Canada
Tori Stafford not 'young enough,' court hears

Michael Rafferty is taken back to jail in London, Ontario in the back of a police cruiser following day five of his first degree murder trial of eight year-old Victoria Stafford on Tuesday, March 13, 2012.

Credits: DEREK RUTTAN/The London Free Press/QMI AGENC

HANK DANISZEWSKI | QMI ANGENCY

 

LONDON, Ont. -- Michael Rafferty complained that eight-year old Victoria Stafford wasn't "young enough" for his liking, his former girlfriend Terri-Lynne McClintic testified Wednesday.

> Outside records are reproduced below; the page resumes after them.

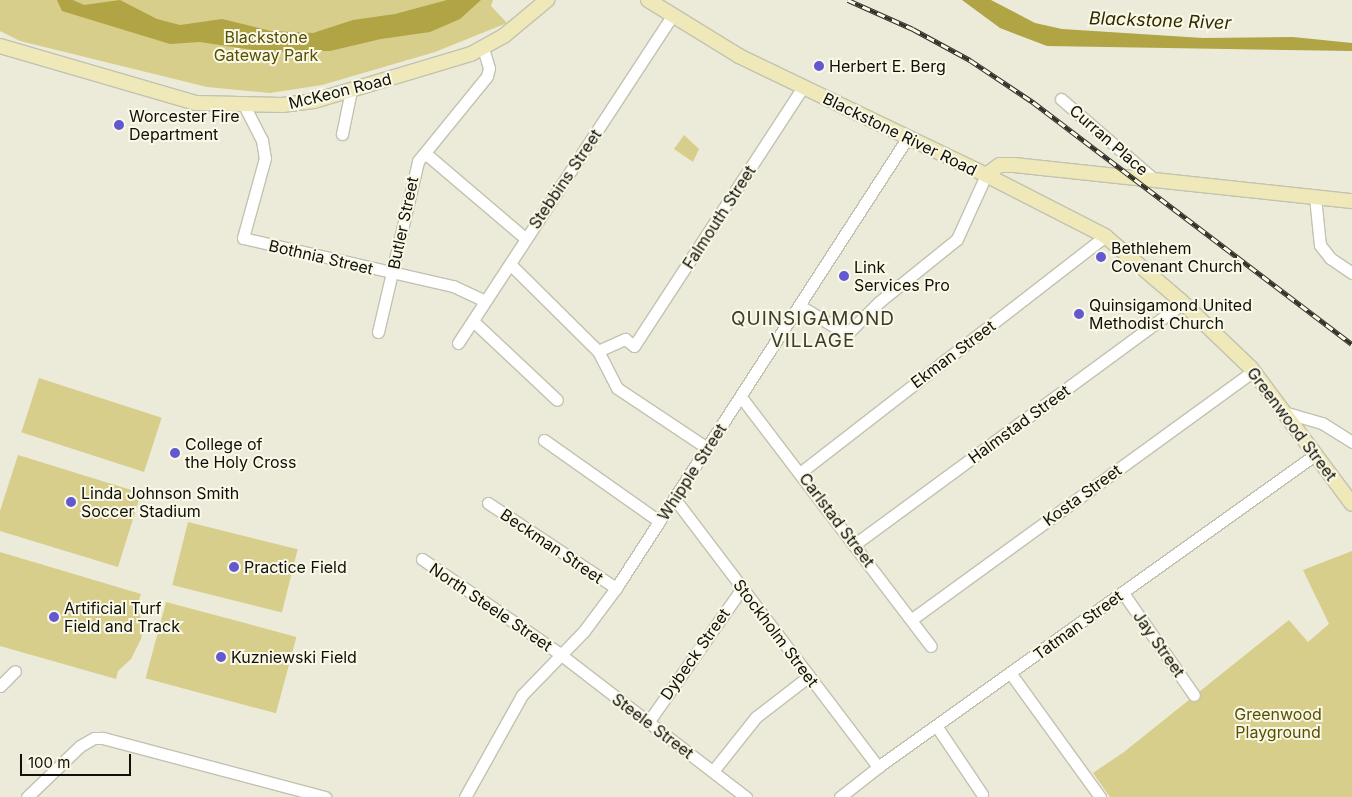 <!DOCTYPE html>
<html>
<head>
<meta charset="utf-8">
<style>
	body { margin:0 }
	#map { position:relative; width:1352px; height:797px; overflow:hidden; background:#ecead9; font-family:Inter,sans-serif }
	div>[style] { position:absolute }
	.green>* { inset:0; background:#d7ce8b; transform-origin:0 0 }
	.water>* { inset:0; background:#b0a445 }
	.roads { filter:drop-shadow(1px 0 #c3c2b1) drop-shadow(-1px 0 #c3c2b1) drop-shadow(0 1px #c3c2b1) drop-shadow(0 -1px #c3c2b1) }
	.minor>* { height:11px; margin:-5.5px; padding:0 5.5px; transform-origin:5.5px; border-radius:5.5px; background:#fff }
	.major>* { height:14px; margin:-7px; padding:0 7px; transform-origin:7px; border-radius:7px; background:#efe9b9 }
	.rail>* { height:4.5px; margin-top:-2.25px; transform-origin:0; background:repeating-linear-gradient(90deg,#faf8e6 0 8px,#323129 0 16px); box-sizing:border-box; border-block:1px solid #323129 }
	.dots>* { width:14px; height:14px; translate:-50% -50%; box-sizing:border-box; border:2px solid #faf8e6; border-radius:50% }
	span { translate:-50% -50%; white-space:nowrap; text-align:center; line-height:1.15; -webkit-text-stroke:4px #faf8e6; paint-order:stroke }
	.park-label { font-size:16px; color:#574f01 }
	.poi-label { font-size:16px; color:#100f09 }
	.left { translate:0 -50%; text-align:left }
	.street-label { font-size:16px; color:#100f09 }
	.water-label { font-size:18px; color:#302a01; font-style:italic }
	.quarter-label { font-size:19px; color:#3d3b2d; letter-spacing:1px }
	.scale { position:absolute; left:20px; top:754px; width:111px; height:22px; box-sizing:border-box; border:2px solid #100f09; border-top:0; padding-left:6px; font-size:15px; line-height:18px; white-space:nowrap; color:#100f09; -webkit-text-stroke:4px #faf8e6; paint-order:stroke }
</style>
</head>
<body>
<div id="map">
	<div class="green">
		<i style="clip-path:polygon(0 0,493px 0,491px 6px,507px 23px,435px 52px,322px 85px,270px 93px,207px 87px,20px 41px,0 31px)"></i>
		<i style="clip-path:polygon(684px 135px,699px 149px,693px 162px,674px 149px)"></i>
		<i style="left:39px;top:378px;width:129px;height:57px;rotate:18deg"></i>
		<i style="clip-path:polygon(18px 455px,141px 493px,118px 567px,0 531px,0 511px)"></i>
		<i style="left:188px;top:522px;width:113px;height:65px;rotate:14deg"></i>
		<i style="clip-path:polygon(1352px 551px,1352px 797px,1110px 797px,1093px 773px,1124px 752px,1289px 620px,1308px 642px,1329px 624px,1303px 570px)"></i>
		<i style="clip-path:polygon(0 552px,141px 594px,137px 605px,143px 626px,141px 639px,131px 659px,118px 671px,116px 679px,0 646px)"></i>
		<i style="left:166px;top:602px;width:135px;height:79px;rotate:15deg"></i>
	</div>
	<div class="water">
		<i style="clip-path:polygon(57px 0,73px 0,84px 5px,120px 0,157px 19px,180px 25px,222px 19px,271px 31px,313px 33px,353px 20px,395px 14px,447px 0,481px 0,460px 19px,430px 32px,381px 39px,330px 51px,266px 52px,200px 42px,170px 44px,62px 11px)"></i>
		<i style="clip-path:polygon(962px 0,991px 0,1035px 23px,1062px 29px,1203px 38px,1293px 37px,1352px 43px,1352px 51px,1047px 46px,1000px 28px)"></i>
	</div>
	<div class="roads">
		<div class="minor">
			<i style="left:1061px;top:99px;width:124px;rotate:40.8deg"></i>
			<i style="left:245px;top:107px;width:37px;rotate:63deg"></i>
			<i style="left:262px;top:140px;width:18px;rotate:81deg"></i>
			<i style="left:265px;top:158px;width:83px;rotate:105.4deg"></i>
			<i style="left:243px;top:238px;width:215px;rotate:12.9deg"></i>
			<i style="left:453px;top:286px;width:35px;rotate:25deg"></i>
			<i style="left:342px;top:134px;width:45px;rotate:-78.4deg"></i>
			<i style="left:425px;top:153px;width:131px;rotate:40.4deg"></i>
			<i style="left:1315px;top:197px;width:48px;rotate:84.1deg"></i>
			<i style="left:1320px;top:245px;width:16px;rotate:52deg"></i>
			<i style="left:1330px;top:258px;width:27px;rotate:34deg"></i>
			<i style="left:510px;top:264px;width:124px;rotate:44.7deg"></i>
			<i style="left:598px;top:351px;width:42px;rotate:62.8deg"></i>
			<i style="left:617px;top:388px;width:108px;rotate:33.7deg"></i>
			<i style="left:800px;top:306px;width:55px;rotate:30.8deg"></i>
			<i style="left:847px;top:334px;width:45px;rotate:-45deg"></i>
			<i style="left:879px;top:302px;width:100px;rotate:-38.9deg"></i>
			<i style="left:957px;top:239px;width:70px;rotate:-65.6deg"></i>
			<i style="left:473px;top:321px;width:115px;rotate:43.2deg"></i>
			<i style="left:378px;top:332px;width:176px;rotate:-76.8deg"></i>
			<i style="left:418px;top:161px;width:109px;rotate:-50.9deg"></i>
			<i style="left:487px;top:76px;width:8px;rotate:-76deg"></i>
			<i style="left:489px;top:68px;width:21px;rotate:-107deg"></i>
			<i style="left:458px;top:343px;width:391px;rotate:-56.8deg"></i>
			<i style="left:598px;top:351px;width:30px;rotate:-24deg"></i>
			<i style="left:625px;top:339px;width:11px;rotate:38deg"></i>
			<i style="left:634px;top:346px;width:309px;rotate:-56.9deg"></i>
			<i style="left:741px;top:397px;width:313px;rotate:52.7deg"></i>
			<i style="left:1287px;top:413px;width:36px;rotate:16deg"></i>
			<i style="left:1322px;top:423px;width:36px;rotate:32deg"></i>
			<i style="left:544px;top:440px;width:141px;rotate:35.2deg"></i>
			<i style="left:801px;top:472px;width:385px;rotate:-37.8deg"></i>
			<i style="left:674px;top:498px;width:338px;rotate:52.8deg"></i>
			<i style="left:488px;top:503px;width:154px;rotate:33.6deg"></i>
			<i style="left:855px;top:544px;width:407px;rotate:-36.3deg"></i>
			<i style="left:422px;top:559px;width:168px;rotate:34.5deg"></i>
			<i style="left:560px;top:654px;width:235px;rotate:37.6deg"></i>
			<i style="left:1123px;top:593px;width:124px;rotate:55.2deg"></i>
			<i style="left:912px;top:619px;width:422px;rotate:-36deg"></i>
			<i style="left:1011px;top:674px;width:152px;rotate:54.1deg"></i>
			<i style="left:0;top:686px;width:21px;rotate:-45deg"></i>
			<i style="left:649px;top:721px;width:162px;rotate:-55deg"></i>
			<i style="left:937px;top:727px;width:81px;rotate:56.1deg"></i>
			<i style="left:713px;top:771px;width:69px;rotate:-51.5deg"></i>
			<i style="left:756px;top:717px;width:67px;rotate:-37.7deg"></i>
			<i style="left:27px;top:797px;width:74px;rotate:-43.9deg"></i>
			<i style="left:80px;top:746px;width:16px;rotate:-30deg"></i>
			<i style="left:94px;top:738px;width:9px"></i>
			<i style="left:103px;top:738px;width:230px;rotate:14.9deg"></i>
			<i style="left:465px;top:797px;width:117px;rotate:-60.8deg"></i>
			<i style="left:522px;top:695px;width:89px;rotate:-45.9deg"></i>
			<i style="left:584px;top:631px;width:54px;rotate:-53.3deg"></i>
			<i style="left:616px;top:588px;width:537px;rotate:-57.08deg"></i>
			<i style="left:840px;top:797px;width:53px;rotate:-38.2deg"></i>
			<i style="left:882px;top:764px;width:533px;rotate:-35.54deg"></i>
		</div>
		<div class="major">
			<i style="left:648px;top:0;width:107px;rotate:31.6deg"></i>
			<i style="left:739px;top:56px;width:274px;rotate:25.7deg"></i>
			<i style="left:986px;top:175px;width:134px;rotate:27.1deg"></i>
			<i style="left:1105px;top:236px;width:99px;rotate:40.5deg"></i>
			<i style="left:1180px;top:300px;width:98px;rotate:43.8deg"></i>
			<i style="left:1251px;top:368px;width:169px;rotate:53.4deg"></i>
			<i style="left:0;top:46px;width:204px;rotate:16.2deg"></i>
			<i style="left:196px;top:103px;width:86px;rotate:1.3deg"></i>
			<i style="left:282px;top:105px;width:32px;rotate:-7deg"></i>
			<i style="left:314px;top:101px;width:164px;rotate:-16.7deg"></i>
			<i style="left:471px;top:54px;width:39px;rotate:-29deg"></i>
			<i style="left:505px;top:35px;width:55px;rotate:-39.8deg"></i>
			<i style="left:986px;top:175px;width:17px;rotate:-36deg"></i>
			<i style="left:1000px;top:165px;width:14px"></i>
			<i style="left:1014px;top:165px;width:340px;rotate:6.1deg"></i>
		</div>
	</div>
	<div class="rail">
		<i style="left:848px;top:0;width:71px;rotate:24deg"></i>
		<i style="left:913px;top:29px;width:65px;rotate:28.5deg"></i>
		<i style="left:970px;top:60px;width:76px;rotate:33.7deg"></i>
		<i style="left:1033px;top:102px;width:400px;rotate:37.2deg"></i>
	</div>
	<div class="dots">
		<i style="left:819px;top:66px;background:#6259d2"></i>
		<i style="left:119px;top:125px;background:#6259d2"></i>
		<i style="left:1101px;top:257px;background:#6259d2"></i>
		<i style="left:844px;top:276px;background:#6259d2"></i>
		<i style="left:1079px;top:314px;background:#6259d2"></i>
		<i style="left:175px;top:453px;background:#6259d2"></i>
		<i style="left:71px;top:502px;background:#6259d2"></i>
		<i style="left:234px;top:567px;background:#6259d2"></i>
		<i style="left:54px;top:617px;background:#6259d2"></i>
		<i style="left:221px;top:657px;background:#6259d2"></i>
	</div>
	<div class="park-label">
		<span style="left:266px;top:46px">Blackstone<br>Gateway Park</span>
		<span style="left:1278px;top:723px">Greenwood<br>Playground</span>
	</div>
	<div class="poi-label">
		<span class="left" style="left:829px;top:66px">Herbert E. Berg</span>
		<span class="left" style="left:129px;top:125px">Worcester Fire<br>Department</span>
		<span class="left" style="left:1111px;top:257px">Bethlehem<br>Covenant Church</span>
		<span class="left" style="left:854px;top:276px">Link<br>Services Pro</span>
		<span class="left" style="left:1089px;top:314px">Quinsigamond United<br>Methodist Church</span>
		<span class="left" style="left:185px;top:453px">College of<br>the Holy Cross</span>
		<span class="left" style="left:81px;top:502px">Linda Johnson Smith<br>Soccer Stadium</span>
		<span class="left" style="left:244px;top:567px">Practice Field</span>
		<span class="left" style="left:64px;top:617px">Artificial Turf<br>Field and Track</span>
		<span class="left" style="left:231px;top:657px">Kuzniewski Field</span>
	</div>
	<div class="street-label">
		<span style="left:340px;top:91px;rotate:-14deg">McKeon Road</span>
		<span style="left:900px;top:134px;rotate:26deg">Blackstone River Road</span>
		<span style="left:1109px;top:140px;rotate:41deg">Curran Place</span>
		<span style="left:565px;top:179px;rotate:-56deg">Stebbins Street</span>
		<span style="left:719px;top:217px;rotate:-57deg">Falmouth Street</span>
		<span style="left:403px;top:223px;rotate:-78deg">Butler Street</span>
		<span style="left:321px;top:257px;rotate:13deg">Bothnia Street</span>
		<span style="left:953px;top:354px;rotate:-37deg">Ekman Street</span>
		<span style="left:1019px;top:424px;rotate:-36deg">Halmstad Street</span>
		<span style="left:1292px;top:424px;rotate:53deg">Greenwood Street</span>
		<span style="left:692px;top:472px;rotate:-57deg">Whipple Street</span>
		<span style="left:1082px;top:495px;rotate:-36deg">Kosta Street</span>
		<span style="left:837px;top:520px;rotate:53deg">Carlstad Street</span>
		<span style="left:552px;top:546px;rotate:34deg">Beckman Street</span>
		<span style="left:491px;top:607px;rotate:34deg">North Steele Street</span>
		<span style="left:1078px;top:625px;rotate:-36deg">Tatman Street</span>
		<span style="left:776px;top:633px;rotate:53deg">Stockholm Street</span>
		<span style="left:1159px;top:644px;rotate:55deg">Jay Street</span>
		<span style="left:695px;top:654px;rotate:-55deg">Dybeck Street</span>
		<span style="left:653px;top:726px;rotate:37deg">Steele Street</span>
	</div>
	<div class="water-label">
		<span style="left:1160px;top:21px;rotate:2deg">Blackstone River</span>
	</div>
	<div class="quarter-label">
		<span style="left:813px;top:330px">QUINSIGAMOND<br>VILLAGE</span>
	</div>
	<div class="scale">100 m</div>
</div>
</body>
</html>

After testifying in the morning at Rafferty's first-degree murder trial about how the pair covered their tracks after Stafford's abduction and murder, McClintic spoke in the afternoon about a conversation she and Rafferty had on the drive to Guelph, Ont., after she had lured Stafford away from Oliver Stephens School in Woodstock.

In the most chilling moment Wednesday, McClintic said Rafferty complained after the abduction that he would have preferred her to have picked a younger child than Stafford.
McClintic, 21, took the stand for a second day Wednesday.

McClintic said after they left the crime scene north of Guelph, they threw out their shoes, thoroughly cleaned the car in Cambridge, Ont., and changed their clothes. Rafferty even asked her to cut out sections of the back seat of the car that couldn't be cleaned, she said.

McClintic said she smoked marijuana, took OxyContin several times, as well as Percocets, on the day she killed Stafford.

She said she and Rafferty also discussed a cover story about a shopping trip to Oakville, Ont.

A few days after the crime, she was arrested on an outstanding warrant and taken to the police station. She denied knowing anything about Stafford and was taken to a detention centre.

McClintic said she contacted Rafferty from the centre. He asked if she needed anything, and offered to bring flowers, she said.

He later came to the centre and McClintic said they discussed the intense search for Stafford.

"I said I would take the fall. He had more to lose - a life, a job. I really had nothing," she said.

McClintic spent most of Wednesday afternoon looking at photos and identifying various sites in the area in
Woodstock where Stafford was abducted.

She also identified herself on surveillance footage getting out of Rafferty's car in Guelph and going inside a Home Depot to purchase a hammmer and garbage bags at a self-checkout.

McClintic went over a sketch she made of the crime scene north of Guelph and the rural road where they discarded their shoes.

She has already testified that she and Rafferty kidnapped Stafford on April 8. 2009. She said she lured Stafford from the school, promising to show her a puppy.

They then drove the girl to an isolated rural area north of Guelph where McClintic said she got out of the car and later saw Rafferty sexually assaulting Stafford in the back seat.

She told the jury she killed Stafford with a hammer.
The eight-year-old's body was found under a rock pile 103 days later.

Rafferty, 31, has pleaded not guilty to first-degree murder, kidnapping and sexual assault causing bodily harm in Victoria (Tori) Stafford's death. McClintic, Rafferty's former girlfriend, pleaded guilty in 2010 to first-degree murder and is serving a life sentence.